* Activity *
When the string "strokeStyle" is part of a line in the data below, report the whole line.

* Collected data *
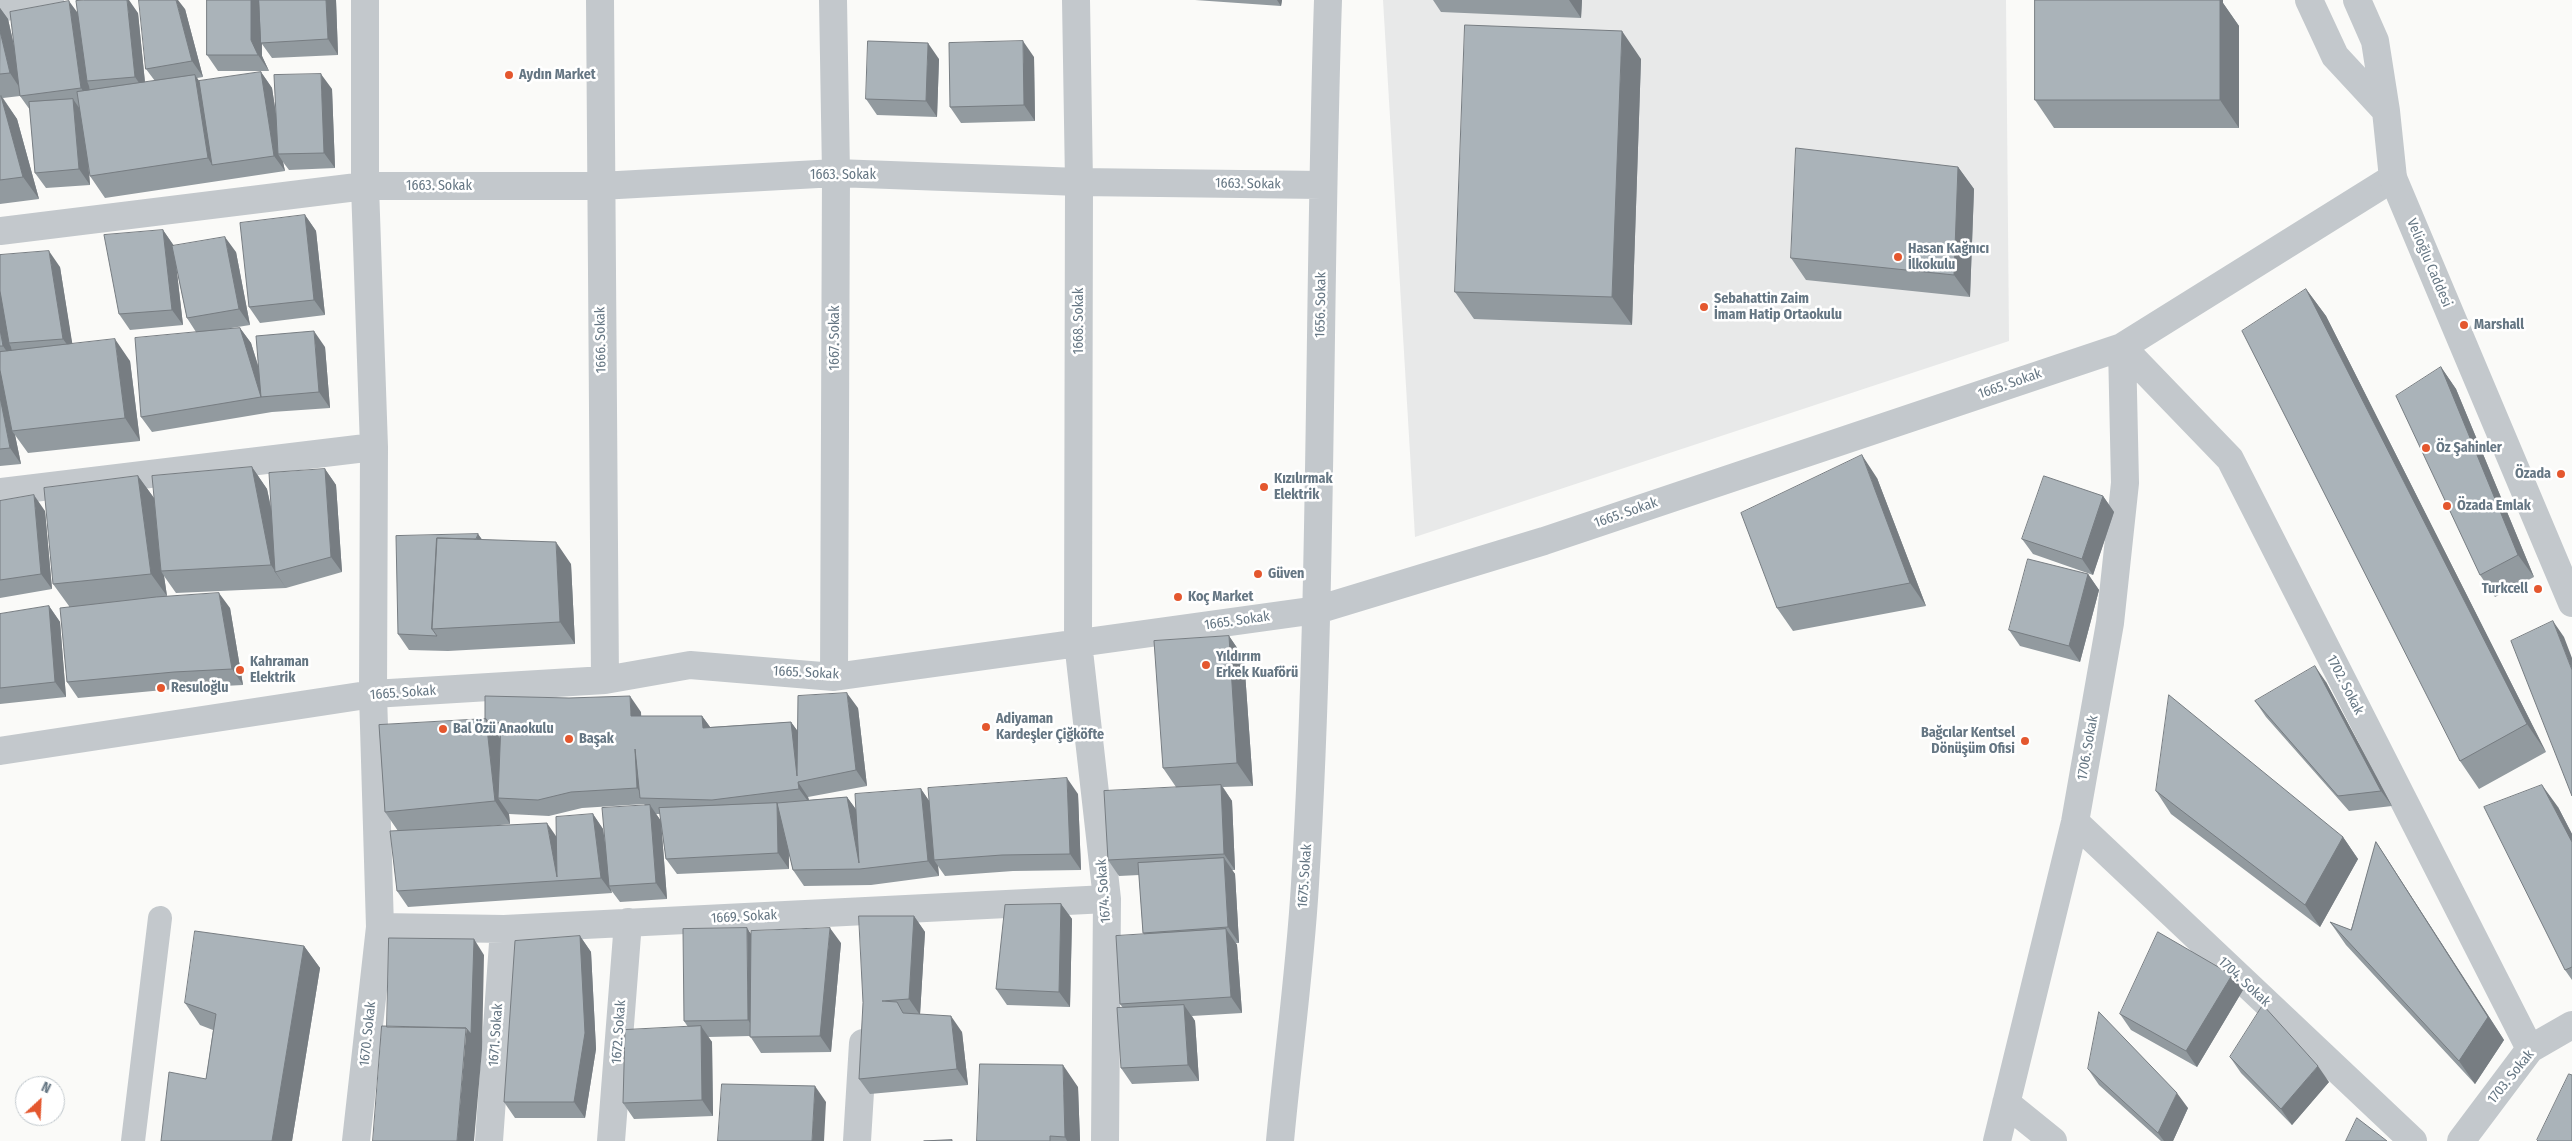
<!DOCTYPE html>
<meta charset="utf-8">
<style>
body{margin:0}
#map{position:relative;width:2572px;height:1141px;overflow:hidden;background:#fafaf8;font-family:"Fira Sans Condensed",sans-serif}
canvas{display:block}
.north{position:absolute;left:15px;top:1076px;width:50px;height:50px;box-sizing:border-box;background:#fff;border:1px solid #c1c8cd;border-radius:50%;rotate:25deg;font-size:14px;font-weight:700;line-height:20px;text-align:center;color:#657683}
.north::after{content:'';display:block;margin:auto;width:18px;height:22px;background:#e4572e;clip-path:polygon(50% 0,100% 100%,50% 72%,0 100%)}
</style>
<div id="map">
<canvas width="2572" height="1141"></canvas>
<div class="north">N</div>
</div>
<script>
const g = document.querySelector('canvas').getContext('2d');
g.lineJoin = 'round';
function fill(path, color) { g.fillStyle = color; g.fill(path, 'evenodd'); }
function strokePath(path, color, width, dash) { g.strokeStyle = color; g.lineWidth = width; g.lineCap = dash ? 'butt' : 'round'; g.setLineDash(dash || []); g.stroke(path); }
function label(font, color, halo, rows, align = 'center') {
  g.font = font + ' "Fira Sans Condensed",sans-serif'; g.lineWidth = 5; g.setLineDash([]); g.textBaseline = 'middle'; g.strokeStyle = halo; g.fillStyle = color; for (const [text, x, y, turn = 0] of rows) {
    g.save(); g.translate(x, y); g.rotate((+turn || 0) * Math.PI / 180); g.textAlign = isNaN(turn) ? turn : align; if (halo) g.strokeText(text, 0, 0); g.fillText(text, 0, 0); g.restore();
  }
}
fill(new Path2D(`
 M1383 0H2006L2009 341 1415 537Z`), '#e8e9e9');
strokePath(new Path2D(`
 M133 1141 160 918`), '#c3c8cc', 24);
strokePath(new Path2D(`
 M600 0 605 680
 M833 0 836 173 834 677
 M1076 0 1079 182 1078 642 1107 899 1105 1141
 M0 8 50 0
 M0 231 365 186H600L836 173 1079 182 1322 185
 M2122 347 2230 459 2530 1049
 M0 492 374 447
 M0 751 373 694 605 680 690 665 834 677 1317 610 1544 541 2122 347 2393 178
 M2075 822 2413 1141
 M380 927 504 929 1107 899
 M2006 1103 2053 1141
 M356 1141 380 927 373 694 374 447 365 186V0
 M489 1141 504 929
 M611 1141 628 922
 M857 1141 863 1043
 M1280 1141C1288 1055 1300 970 1305 884 1323 590 1318 294 1328 0
 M1997 1141 2075 822 2110 623 2125 483 2122 347
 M2461 1141 2530 1049 2572 1025`), '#c3c8cc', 28);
strokePath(new Path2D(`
 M2309 0 2335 56 2386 111
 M2357 0 2375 41 2386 111 2393 178 2572 603`), '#c3c8cc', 28);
fill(new Path2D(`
 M207 0H336L338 55 272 58 262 44V56L269 71H218L207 55Z
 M1195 0H1282L1281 6Z
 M1433 0H1582L1581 18 1441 12Z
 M2223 3 2239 26V128H2054L2035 100Z
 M0 8 8 19 14 45 77 13H138L145 82 155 81 146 69 185 9 203 77 197 78 199 81 261 72 272 88 276 114 332 89 335 168 289 170 283 162 285 171 105 198 90 176 88 163 90 185 46 188 35 173 30 110 20 96 3 98 17 119 39 199 0 204Z
 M1034 57 1035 121 961 123 950 107Z
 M939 59 937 117 877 115 866 99Z
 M1641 59 1632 325 1474 319 1455 292Z
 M1958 167 1974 189 1970 297 1806 280 1791 258Z
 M305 215 316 231 325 315 260 323 249 307Z
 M163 230 174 246 236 252 250 325 225 329 240 328 251 343 259 368 325 347 330 408 272 412 152 432 141 417 196 332 187 318 176 265 183 325 130 330 119 314Z
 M0 255 60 267 72 344 130 361 140 441 28 453 15 435 21 464 0 466Z
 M2306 289 2326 316 2546 752 2479 789 2460 761Z
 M2441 367 2456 389 2534 577 2495 597 2480 575Z
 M252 467 267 489 272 511 325 469 336 485 342 572 286 588 176 593 164 576 167 596 230 608 243 685 185 688 78 698 67 682 69 606 53 584 138 476 154 498Z
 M1877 478 1926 606 1793 631 1777 608Z
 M2103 496 2114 512 2093 575 2033 554 2022 539Z
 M0 501 45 511 52 589 0 598Z
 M478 534 482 540 571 564 575 644 448 651 409 650 398 634Z
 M2088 574 2099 590 2080 662 2020 646 2009 630Z
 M49 606 60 622 66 697 0 704V614Z
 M1229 636 1244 658 1253 786 1223 787 1232 801 1235 870H1232L1235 874 1239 943H1236L1237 945 1242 1013 1192 1016 1195 1021 1199 1081 1132 1084 1121 1068 1123 1008 1120 1004 1144 934 1143 933 1139 875 1119 876 1108 860 1176 787 1163 768Z
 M2326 682 2392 806 2349 811 2266 717 2255 701Z
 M858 708 867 786 808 797 809 800 847 797 856 810 921 789 929 801 1078 794 1081 870 1013 871 945 876 938 866 939 876 871 885 804 886 793 870 789 853V869L677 874 666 859 661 822 667 899 620 902 611 890 612 893 408 907 397 891 398 831 385 812 379 725 641 712V716H702L710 727 791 722 798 732ZM644 804 645 805 605 842 603 829 593 814 557 837 481 827 510 824 509 814 549 816 582 808ZM656 814H660L661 821Z
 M2156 791 2343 837 2358 859 2320 927 2171 814Z
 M2558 807 2572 834V980L2565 970Z
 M2376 842 2391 865 2504 1040 2475 1084 2346 945 2330 922 2351 930Z
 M1061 904 1072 919 1070 1007 1007 1005 996 989Z
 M914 916 925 932 920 1014 962 1032 968 1085 870 1094 859 1079Z
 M580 936 591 952 596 1049 585 1118H515L504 1102Z
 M841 943 831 1052 761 1053 750 1036 708 1037 712 1042 713 1116 634 1119 623 1103 688 1027 684 1021Z
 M304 946 320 968 292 1141H161L206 1079 213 1030 200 1025 185 1003Z
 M2232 975 2243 990 2197 1067 2131 1030 2120 1014Z
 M2230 1057 2329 1082 2292 1125 2241 1073Z
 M2088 1069 2188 1108 2173 1141H2161L2099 1085Z
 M1078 1087 1080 1141H977Z`), '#929a9f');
fill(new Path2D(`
 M127 0H129L138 13 146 93 135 77Z
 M176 0H178L185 9 203 77 192 61Z
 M251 0H261L262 56 269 71 258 55 251 40Z
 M326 0H336L338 55 328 39Z
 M1277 0H1282L1281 6Z
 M1569 0H1582L1581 18Z
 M2205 0H2223V3L2239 26V128L2220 100Z
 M69 1 80 16 87 81 89 86 92 104 81 88Z
 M0 8 8 19 25 96 10 73 0 31Z
 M1622 31 1641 59 1632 325 1612 297Z
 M1023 41 1034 57 1035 121 1024 105Z
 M928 43 939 59 937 117 926 101Z
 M261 72 272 88 282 154H278L283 162 285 171 274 156Z
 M321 74 332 89 335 168 324 153Z
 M195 75 210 97 212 165 208 158Z
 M1 96 17 119 39 199 23 177Z
 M73 99 84 115 90 185 79 169Z
 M1958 167 1974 189 1970 297 1954 275Z
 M305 215 316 231 325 315 314 300Z
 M163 230 174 246 183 325 172 310Z
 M225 237 236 252 250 325 239 309Z
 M49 251 60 267 74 354 63 339Z
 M0 279 9 343 11 347 14 362 3 346 0 329Z
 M2306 289 2326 316 2546 752 2527 724Z
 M240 328 251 343 267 396 261 397Z
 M314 331 325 347 330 408 319 392Z
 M115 339 130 361 140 441 125 418Z
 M0 367 12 431 15 435 21 464 10 448 0 397Z
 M2441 367 2456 389 2534 577 2518 555Z
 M1862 455 1877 478 1926 606 1910 583Z
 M252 467 267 489 283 570 275 572 286 588 271 565Z
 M325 469 336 485 342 572 331 557Z
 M138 476 154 498 161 571 164 576 167 596 151 574Z
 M34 495 45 511 52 589 41 574Z
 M2103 496 2114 512 2093 575 2082 559Z
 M478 534 489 549 475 546Z
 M556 542 571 564 575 644 560 622Z
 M2088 574 2099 590 2080 662 2069 646Z
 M219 593 230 608 243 685 232 669Z
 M49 606 60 622 66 697 55 682Z
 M2553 621 2564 637 2572 658V670Z
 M1229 636 1244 658 1253 786 1237 763Z
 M2315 666 2326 682 2392 806 2381 791Z
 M847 693 858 708 867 786 856 770Z
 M630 696 641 712 642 731 631 716Z
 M702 716 713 731 703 728Z
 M486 719 502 741 498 798 509 814 510 824 495 801Z
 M791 722 802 737 797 776Z
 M635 749 645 798 637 788Z
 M1067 778 1078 794 1081 870 1070 854Z
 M798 782 808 797 810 804 799 789Z
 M1221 785 1232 801 1235 870 1224 854Z
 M2542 785 2558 807 2572 834V842Z
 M921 789 932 805 934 860 938 866 939 876 928 861Z
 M847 797 858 812 859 863Z
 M777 803 788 818 789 869 778 853Z
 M650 805 661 821 667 899 656 883Z
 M593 814 603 829 611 886H609L611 890 612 893 601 878Z
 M547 823 558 839 557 877Z
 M2343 837 2358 859 2320 927 2305 905Z
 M2376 842 2391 865 2504 1040 2475 1084 2459 1061Z
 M1224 858 1235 874 1239 943 1228 927Z
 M1061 904 1072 919 1070 1007 1059 992Z
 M914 916 925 932 920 1015 909 999Z
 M747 928 758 944 759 1036 748 1020Z
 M830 928 841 943 831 1052 820 1036Z
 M1226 929 1237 945 1242 1013 1231 997Z
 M580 936 591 952 596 1049 585 1118 574 1102Z
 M474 939 484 955 482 1050 474 1141H457Z
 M304 946 320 968 292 1141H272Z
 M2232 975 2243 990 2197 1067 2186 1051Z
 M1184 1005 1195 1021 1199 1081 1188 1065Z
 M951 1016 962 1032 968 1085 957 1069Z
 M701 1026 712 1042 713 1116 702 1100Z
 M1063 1065 1078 1087 1080 1141H1067L1065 1137Z
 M2318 1066 2329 1082 2292 1125 2281 1109Z
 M815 1086 826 1102 824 1141H812Z
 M2177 1093 2188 1108 2173 1141H2164L2158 1133Z`), '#777d82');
const building = new Path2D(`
 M84 0H127L135 77 87 81 76 1Z
 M139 0H176L192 61 146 69Z
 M207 0H251V40L258 55H207Z
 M259 0H326L328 39 261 43Z
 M2035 0H2220V100H2035Z
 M69 1 81 88 20 96 10 12Z
 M1465 25 1622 31 1612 297 1455 292Z
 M0 31 10 73 0 74Z
 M868 41 928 43 926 101 866 99Z
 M1023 41 1024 105 950 107 949 43Z
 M261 72 274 156 212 165 199 81Z
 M321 74 324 153 278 154 274 75Z
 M195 75 208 158 90 176 77 92Z
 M1 96 23 177 0 180V97Z
 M73 99 79 169 35 173 29 102Z
 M1796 148 1958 167 1954 275 1791 258Z
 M305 215 314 300 249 307 240 223Z
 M163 230 172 310 119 314 104 235Z
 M225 237 239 309 187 318 172 246Z
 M49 251 63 339 9 343 0 291V255Z
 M2306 289 2527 724 2460 761 2242 331Z
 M240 328 261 397 256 336 314 331 319 392 261 397 141 417 135 338Z
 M0 329 3 346H0Z
 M115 339 125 418 12 431 0 370V352Z
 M2441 367 2518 555 2480 575 2396 396Z
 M0 397 10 448 0 449Z
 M1862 455 1910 583 1777 608 1741 513Z
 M252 467 271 565 161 571 152 476Z
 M325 469 331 557 275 572 269 473Z
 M138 476 151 574 53 584 44 488Z
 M2044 476 2103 496 2082 559 2022 539Z
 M34 495 41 574 0 580V501Z
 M478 534 476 539 437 538 432 629 437 636 398 634 396 536Z
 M437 538 556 542 560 622 432 629Z
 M2028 559 2088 574 2069 646 2009 630Z
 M219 593 232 669 174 672 67 682 60 608 156 597Z
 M49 606 55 682 0 688V614Z
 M2553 621 2572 670V796L2511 641Z
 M1229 636 1237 763 1163 768 1154 641Z
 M2315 666 2381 791 2338 796 2255 701Z
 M847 693 856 770 798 782 799 789 712 800 640 798 635 749 637 788 571 792 538 800 498 798 501 722 490 724 486 719H485V696L569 698 630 696 631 716H702L703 728 791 722 797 776 798 696Z
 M2169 695 2343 837 2305 905 2156 791Z
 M486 719 495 801 385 812 379 725Z
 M1067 778 1070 854 1002 855 934 860 928 788Z
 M1221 785 1224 854 1108 860 1104 791Z
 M2542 785 2572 842V967L2565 970 2484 807Z
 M921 789 928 861 860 869 793 870 777 803 847 797 859 863 855 794Z
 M777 803 778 853 666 859 659 808Z
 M650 805 656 883 609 886 602 808Z
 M593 814 601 878 397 891 390 831 547 823 557 877 556 817Z
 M2376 842 2488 1017 2459 1061 2330 922 2351 930Z
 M1224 858 1228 927 1143 933 1138 863Z
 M1061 904 1059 992 996 989 1005 905Z
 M859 916H914L909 999 882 1001 897 1002 903 1013 951 1016 957 1069 859 1079 863 1003Z
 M747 928 748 1020 684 1021 683 929Z
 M830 928 820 1036 750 1037 751 931Z
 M1226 929 1231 997 1120 1004 1116 936Z
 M195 931 304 946 272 1141H161L169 1072 206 1079 216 1014 185 1003Z
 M2158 932 2232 975 2186 1051 2120 1014Z
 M580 936 585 1033 574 1102H504L515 941Z
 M389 938 474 939 471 1034 466 1028 387 1027Z
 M1184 1005 1188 1065 1121 1068 1117 1008Z
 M2263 1005 2318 1066 2281 1109 2230 1057Z
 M2099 1012 2177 1093 2158 1133 2088 1069Z
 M382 1026 466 1028 457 1141H373Z
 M701 1026 702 1100 623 1103 625 1030Z
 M980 1064 1063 1065 1065 1137 1050 1136V1141H977Z
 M2569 1074 2572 1075V1141H2538L2537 1140Z
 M722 1084 815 1086 812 1141H718Z
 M2357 1118 2387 1141H2346Z
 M952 1140V1141H924Z`);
fill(building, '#aab3b9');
strokePath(building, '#777d82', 1);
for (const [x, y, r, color] of [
 [509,75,5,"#e4572e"],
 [1898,257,5,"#e4572e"],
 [1704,307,5,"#e4572e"],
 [2464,325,5,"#e4572e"],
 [2426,448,5,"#e4572e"],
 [2561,474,5,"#e4572e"],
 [1264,487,5,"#e4572e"],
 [2447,506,5,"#e4572e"],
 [1258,574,5,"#e4572e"],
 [2538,589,5,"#e4572e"],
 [1178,597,5,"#e4572e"],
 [1206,665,5,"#e4572e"],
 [240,670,5,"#e4572e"],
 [161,688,5,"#e4572e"],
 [986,727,5,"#e4572e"],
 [443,729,5,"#e4572e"],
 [569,739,5,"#e4572e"],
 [2025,741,5,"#e4572e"]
]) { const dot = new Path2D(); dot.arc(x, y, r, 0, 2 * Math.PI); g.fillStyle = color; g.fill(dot); strokePath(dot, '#fff', 2); }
label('bold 14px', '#657683', '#fff', [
 ["Aydın Market",519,75],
 ["Hasan Kağnıcı",1908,249],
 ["İlkokulu",1908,265],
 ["Sebahattin Zaim",1714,299],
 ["İmam Hatip Ortaokulu",1714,315],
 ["Marshall",2474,325],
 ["Öz Şahinler",2436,448],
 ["Özada",2551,474,"right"],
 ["Kızılırmak",1274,479],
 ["Elektrik",1274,495],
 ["Özada Emlak",2457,506],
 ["Güven",1268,574],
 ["Turkcell",2528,589,"right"],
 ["Koç Market",1188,597],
 ["Yıldırım",1216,657],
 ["Erkek Kuaförü",1216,673],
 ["Kahraman",250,662],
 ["Elektrik",250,678],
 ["Resuloğlu",171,688],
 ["Adiyaman",996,719],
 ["Kardeşler Çiğköfte",996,735],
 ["Bal Özü Anaokulu",453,729],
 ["Bağcılar Kentsel",2015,733,"right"],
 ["Dönüşüm Ofisi",2015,749,"right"],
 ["Başak",579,739]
], 'left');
label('14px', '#657683', '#fff', [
 ["1663. Sokak",843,175],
 ["1663. Sokak",1248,184,1],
 ["1663. Sokak",439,186],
 ["Velioğlu Caddesi",2429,263,67],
 ["1656. Sokak",1321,305,-89],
 ["1668. Sokak",1079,321,-90],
 ["1667. Sokak",835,338,-90],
 ["1666. Sokak",601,340,-91],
 ["1665. Sokak",2010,384,-19],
 ["1665. Sokak",1626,513,-19],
 ["1665. Sokak",1237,621,-8],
 ["1665. Sokak",806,673,3],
 ["1702. Sokak",2345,685,63],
 ["1665. Sokak",403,693,-4],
 ["1706. Sokak",2088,748,-80],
 ["1675. Sokak",1305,876,-86],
 ["1674. Sokak",1104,891,-94],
 ["1669. Sokak",744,917,-3],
 ["1704. Sokak",2244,982,43],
 ["1672. Sokak",619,1032,-86],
 ["1670. Sokak",368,1034,-84],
 ["1671. Sokak",496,1035,-86],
 ["1703. Sokak",2511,1077,-51]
]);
</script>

* Answer to this problem *
function strokePath(path, color, width, dash) { g.strokeStyle = color; g.lineWidth = width; g.lineCap = dash ? 'butt' : 'round'; g.setLineDash(dash || []); g.stroke(path); }
  g.font = font + ' "Fira Sans Condensed",sans-serif'; g.lineWidth = 5; g.setLineDash([]); g.textBaseline = 'middle'; g.strokeStyle = halo; g.fillStyle = color; for (const [text, x, y, turn = 0] of rows) {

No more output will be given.